• Work instruction: Only an exact repetition of the entries counts as an answer.

━━━━━━━━━━

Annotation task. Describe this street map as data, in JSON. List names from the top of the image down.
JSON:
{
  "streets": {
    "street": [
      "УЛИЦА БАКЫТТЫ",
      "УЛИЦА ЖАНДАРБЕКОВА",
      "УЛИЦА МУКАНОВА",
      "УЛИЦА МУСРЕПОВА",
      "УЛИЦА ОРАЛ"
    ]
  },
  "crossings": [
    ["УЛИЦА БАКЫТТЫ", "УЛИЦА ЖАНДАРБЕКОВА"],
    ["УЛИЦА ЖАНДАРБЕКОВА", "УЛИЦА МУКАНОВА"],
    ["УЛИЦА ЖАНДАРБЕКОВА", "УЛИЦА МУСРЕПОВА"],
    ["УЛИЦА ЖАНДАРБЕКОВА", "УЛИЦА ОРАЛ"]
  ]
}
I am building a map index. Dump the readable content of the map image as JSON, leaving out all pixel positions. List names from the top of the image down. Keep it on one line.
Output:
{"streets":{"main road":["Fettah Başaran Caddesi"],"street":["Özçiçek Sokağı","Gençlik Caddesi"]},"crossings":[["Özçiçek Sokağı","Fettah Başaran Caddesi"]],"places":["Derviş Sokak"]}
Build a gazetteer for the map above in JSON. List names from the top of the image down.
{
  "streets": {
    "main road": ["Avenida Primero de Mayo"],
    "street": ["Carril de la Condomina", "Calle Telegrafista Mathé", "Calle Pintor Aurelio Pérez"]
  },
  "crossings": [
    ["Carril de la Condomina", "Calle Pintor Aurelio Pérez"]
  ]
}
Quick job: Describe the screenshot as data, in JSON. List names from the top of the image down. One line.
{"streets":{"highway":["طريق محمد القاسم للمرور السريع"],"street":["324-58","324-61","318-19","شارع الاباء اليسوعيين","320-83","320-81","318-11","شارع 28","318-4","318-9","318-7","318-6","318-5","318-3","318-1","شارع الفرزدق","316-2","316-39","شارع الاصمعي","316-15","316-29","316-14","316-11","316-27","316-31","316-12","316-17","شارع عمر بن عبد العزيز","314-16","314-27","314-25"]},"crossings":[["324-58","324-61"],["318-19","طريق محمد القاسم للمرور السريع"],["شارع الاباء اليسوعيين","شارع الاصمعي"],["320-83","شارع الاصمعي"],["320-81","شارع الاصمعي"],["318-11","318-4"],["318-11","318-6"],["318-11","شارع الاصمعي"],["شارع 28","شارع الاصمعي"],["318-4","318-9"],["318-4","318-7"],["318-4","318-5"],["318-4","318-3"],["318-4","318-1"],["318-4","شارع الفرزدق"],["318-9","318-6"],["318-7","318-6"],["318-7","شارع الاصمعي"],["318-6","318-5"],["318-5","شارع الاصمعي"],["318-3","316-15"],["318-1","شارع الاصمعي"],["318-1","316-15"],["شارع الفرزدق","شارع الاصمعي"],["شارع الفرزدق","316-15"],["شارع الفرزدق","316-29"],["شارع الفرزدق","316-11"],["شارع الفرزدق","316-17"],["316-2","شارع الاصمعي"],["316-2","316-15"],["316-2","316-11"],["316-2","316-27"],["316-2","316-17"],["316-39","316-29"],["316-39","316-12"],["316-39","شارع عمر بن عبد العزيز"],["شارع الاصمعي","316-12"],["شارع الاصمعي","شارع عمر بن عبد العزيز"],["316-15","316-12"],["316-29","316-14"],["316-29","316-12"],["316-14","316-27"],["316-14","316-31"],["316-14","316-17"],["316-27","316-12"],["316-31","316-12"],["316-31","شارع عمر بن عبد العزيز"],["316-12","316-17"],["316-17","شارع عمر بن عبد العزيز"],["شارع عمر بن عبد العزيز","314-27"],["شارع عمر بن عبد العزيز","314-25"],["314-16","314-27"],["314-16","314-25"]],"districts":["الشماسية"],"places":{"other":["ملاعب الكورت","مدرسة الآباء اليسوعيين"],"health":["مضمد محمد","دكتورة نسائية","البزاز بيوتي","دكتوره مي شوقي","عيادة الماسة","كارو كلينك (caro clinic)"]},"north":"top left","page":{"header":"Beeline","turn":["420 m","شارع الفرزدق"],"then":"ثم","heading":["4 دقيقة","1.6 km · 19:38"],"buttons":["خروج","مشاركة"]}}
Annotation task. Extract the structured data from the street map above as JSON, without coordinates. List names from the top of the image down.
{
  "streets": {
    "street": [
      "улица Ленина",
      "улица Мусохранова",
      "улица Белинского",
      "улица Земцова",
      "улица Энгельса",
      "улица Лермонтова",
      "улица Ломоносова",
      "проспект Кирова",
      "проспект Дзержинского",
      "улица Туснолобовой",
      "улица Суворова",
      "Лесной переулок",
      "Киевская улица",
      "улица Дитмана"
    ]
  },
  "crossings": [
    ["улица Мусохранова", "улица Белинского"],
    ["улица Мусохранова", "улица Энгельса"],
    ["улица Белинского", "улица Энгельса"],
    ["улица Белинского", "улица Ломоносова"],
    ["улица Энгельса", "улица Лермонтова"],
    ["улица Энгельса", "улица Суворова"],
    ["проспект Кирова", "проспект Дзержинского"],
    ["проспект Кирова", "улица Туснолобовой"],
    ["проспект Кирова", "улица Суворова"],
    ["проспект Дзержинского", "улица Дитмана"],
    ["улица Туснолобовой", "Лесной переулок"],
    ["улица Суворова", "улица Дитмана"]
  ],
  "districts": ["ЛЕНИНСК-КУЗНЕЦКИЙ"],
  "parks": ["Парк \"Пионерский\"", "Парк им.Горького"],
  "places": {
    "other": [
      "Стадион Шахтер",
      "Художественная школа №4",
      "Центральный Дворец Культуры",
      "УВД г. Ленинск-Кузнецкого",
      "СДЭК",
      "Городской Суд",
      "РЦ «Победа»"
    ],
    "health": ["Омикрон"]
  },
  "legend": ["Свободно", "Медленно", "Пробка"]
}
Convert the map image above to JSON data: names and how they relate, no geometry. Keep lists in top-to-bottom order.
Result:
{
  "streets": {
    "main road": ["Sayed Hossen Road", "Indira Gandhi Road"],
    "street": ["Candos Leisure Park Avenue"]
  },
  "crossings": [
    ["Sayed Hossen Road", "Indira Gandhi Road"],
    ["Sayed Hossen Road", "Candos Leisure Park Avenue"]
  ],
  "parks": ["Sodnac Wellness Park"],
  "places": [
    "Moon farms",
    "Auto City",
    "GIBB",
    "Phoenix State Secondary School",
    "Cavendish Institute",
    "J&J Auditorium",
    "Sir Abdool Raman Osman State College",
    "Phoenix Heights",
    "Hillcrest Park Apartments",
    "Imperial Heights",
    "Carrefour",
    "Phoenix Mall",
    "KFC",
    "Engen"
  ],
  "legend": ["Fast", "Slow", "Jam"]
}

━━━━━━━━━━

• Result:
Annotation task. Describe this street map as data, in JSON. List names from the top of the image down.
JSON:
{
  "streets": {
    "street": [
      "УЛИЦА БАКЫТТЫ",
      "УЛИЦА ЖАНДАРБЕКОВА",
      "УЛИЦА МУКАНОВА",
      "УЛИЦА МУСРЕПОВА",
      "УЛИЦА ОРАЛ"
    ]
  },
  "crossings": [
    ["УЛИЦА БАКЫТТЫ", "УЛИЦА ЖАНДАРБЕКОВА"],
    ["УЛИЦА ЖАНДАРБЕКОВА", "УЛИЦА МУКАНОВА"],
    ["УЛИЦА ЖАНДАРБЕКОВА", "УЛИЦА МУСРЕПОВА"],
    ["УЛИЦА ЖАНДАРБЕКОВА", "УЛИЦА ОРАЛ"]
  ]
}
I am building a map index. Dump the readable content of the map image as JSON, leaving out all pixel positions. List names from the top of the image down. Keep it on one line.
Output:
{"streets":{"main road":["Fettah Başaran Caddesi"],"street":["Özçiçek Sokağı","Gençlik Caddesi"]},"crossings":[["Özçiçek Sokağı","Fettah Başaran Caddesi"]],"places":["Derviş Sokak"]}
Build a gazetteer for the map above in JSON. List names from the top of the image down.
{
  "streets": {
    "main road": ["Avenida Primero de Mayo"],
    "street": ["Carril de la Condomina", "Calle Telegrafista Mathé", "Calle Pintor Aurelio Pérez"]
  },
  "crossings": [
    ["Carril de la Condomina", "Calle Pintor Aurelio Pérez"]
  ]
}
Quick job: Describe the screenshot as data, in JSON. List names from the top of the image down. One line.
{"streets":{"highway":["طريق محمد القاسم للمرور السريع"],"street":["324-58","324-61","318-19","شارع الاباء اليسوعيين","320-83","320-81","318-11","شارع 28","318-4","318-9","318-7","318-6","318-5","318-3","318-1","شارع الفرزدق","316-2","316-39","شارع الاصمعي","316-15","316-29","316-14","316-11","316-27","316-31","316-12","316-17","شارع عمر بن عبد العزيز","314-16","314-27","314-25"]},"crossings":[["324-58","324-61"],["318-19","طريق محمد القاسم للمرور السريع"],["شارع الاباء اليسوعيين","شارع الاصمعي"],["320-83","شارع الاصمعي"],["320-81","شارع الاصمعي"],["318-11","318-4"],["318-11","318-6"],["318-11","شارع الاصمعي"],["شارع 28","شارع الاصمعي"],["318-4","318-9"],["318-4","318-7"],["318-4","318-5"],["318-4","318-3"],["318-4","318-1"],["318-4","شارع الفرزدق"],["318-9","318-6"],["318-7","318-6"],["318-7","شارع الاصمعي"],["318-6","318-5"],["318-5","شارع الاصمعي"],["318-3","316-15"],["318-1","شارع الاصمعي"],["318-1","316-15"],["شارع الفرزدق","شارع الاصمعي"],["شارع الفرزدق","316-15"],["شارع الفرزدق","316-29"],["شارع الفرزدق","316-11"],["شارع الفرزدق","316-17"],["316-2","شارع الاصمعي"],["316-2","316-15"],["316-2","316-11"],["316-2","316-27"],["316-2","316-17"],["316-39","316-29"],["316-39","316-12"],["316-39","شارع عمر بن عبد العزيز"],["شارع الاصمعي","316-12"],["شارع الاصمعي","شارع عمر بن عبد العزيز"],["316-15","316-12"],["316-29","316-14"],["316-29","316-12"],["316-14","316-27"],["316-14","316-31"],["316-14","316-17"],["316-27","316-12"],["316-31","316-12"],["316-31","شارع عمر بن عبد العزيز"],["316-12","316-17"],["316-17","شارع عمر بن عبد العزيز"],["شارع عمر بن عبد العزيز","314-27"],["شارع عمر بن عبد العزيز","314-25"],["314-16","314-27"],["314-16","314-25"]],"districts":["الشماسية"],"places":{"other":["ملاعب الكورت","مدرسة الآباء اليسوعيين"],"health":["مضمد محمد","دكتورة نسائية","البزاز بيوتي","دكتوره مي شوقي","عيادة الماسة","كارو كلينك (caro clinic)"]},"north":"top left","page":{"header":"Beeline","turn":["420 m","شارع الفرزدق"],"then":"ثم","heading":["4 دقيقة","1.6 km · 19:38"],"buttons":["خروج","مشاركة"]}}
Annotation task. Extract the structured data from the street map above as JSON, without coordinates. List names from the top of the image down.
{
  "streets": {
    "street": [
      "улица Ленина",
      "улица Мусохранова",
      "улица Белинского",
      "улица Земцова",
      "улица Энгельса",
      "улица Лермонтова",
      "улица Ломоносова",
      "проспект Кирова",
      "проспект Дзержинского",
      "улица Туснолобовой",
      "улица Суворова",
      "Лесной переулок",
      "Киевская улица",
      "улица Дитмана"
    ]
  },
  "crossings": [
    ["улица Мусохранова", "улица Белинского"],
    ["улица Мусохранова", "улица Энгельса"],
    ["улица Белинского", "улица Энгельса"],
    ["улица Белинского", "улица Ломоносова"],
    ["улица Энгельса", "улица Лермонтова"],
    ["улица Энгельса", "улица Суворова"],
    ["проспект Кирова", "проспект Дзержинского"],
    ["проспект Кирова", "улица Туснолобовой"],
    ["проспект Кирова", "улица Суворова"],
    ["проспект Дзержинского", "улица Дитмана"],
    ["улица Туснолобовой", "Лесной переулок"],
    ["улица Суворова", "улица Дитмана"]
  ],
  "districts": ["ЛЕНИНСК-КУЗНЕЦКИЙ"],
  "parks": ["Парк \"Пионерский\"", "Парк им.Горького"],
  "places": {
    "other": [
      "Стадион Шахтер",
      "Художественная школа №4",
      "Центральный Дворец Культуры",
      "УВД г. Ленинск-Кузнецкого",
      "СДЭК",
      "Городской Суд",
      "РЦ «Победа»"
    ],
    "health": ["Омикрон"]
  },
  "legend": ["Свободно", "Медленно", "Пробка"]
}
Convert the map image above to JSON data: names and how they relate, no geometry. Keep lists in top-to-bottom order.
Result:
{
  "streets": {
    "main road": ["Sayed Hossen Road", "Indira Gandhi Road"],
    "street": ["Candos Leisure Park Avenue"]
  },
  "crossings": [
    ["Sayed Hossen Road", "Indira Gandhi Road"],
    ["Sayed Hossen Road", "Candos Leisure Park Avenue"]
  ],
  "parks": ["Sodnac Wellness Park"],
  "places": [
    "Moon farms",
    "Auto City",
    "GIBB",
    "Phoenix State Secondary School",
    "Cavendish Institute",
    "J&J Auditorium",
    "Sir Abdool Raman Osman State College",
    "Phoenix Heights",
    "Hillcrest Park Apartments",
    "Imperial Heights",
    "Carrefour",
    "Phoenix Mall",
    "KFC",
    "Engen"
  ],
  "legend": ["Fast", "Slow", "Jam"]
}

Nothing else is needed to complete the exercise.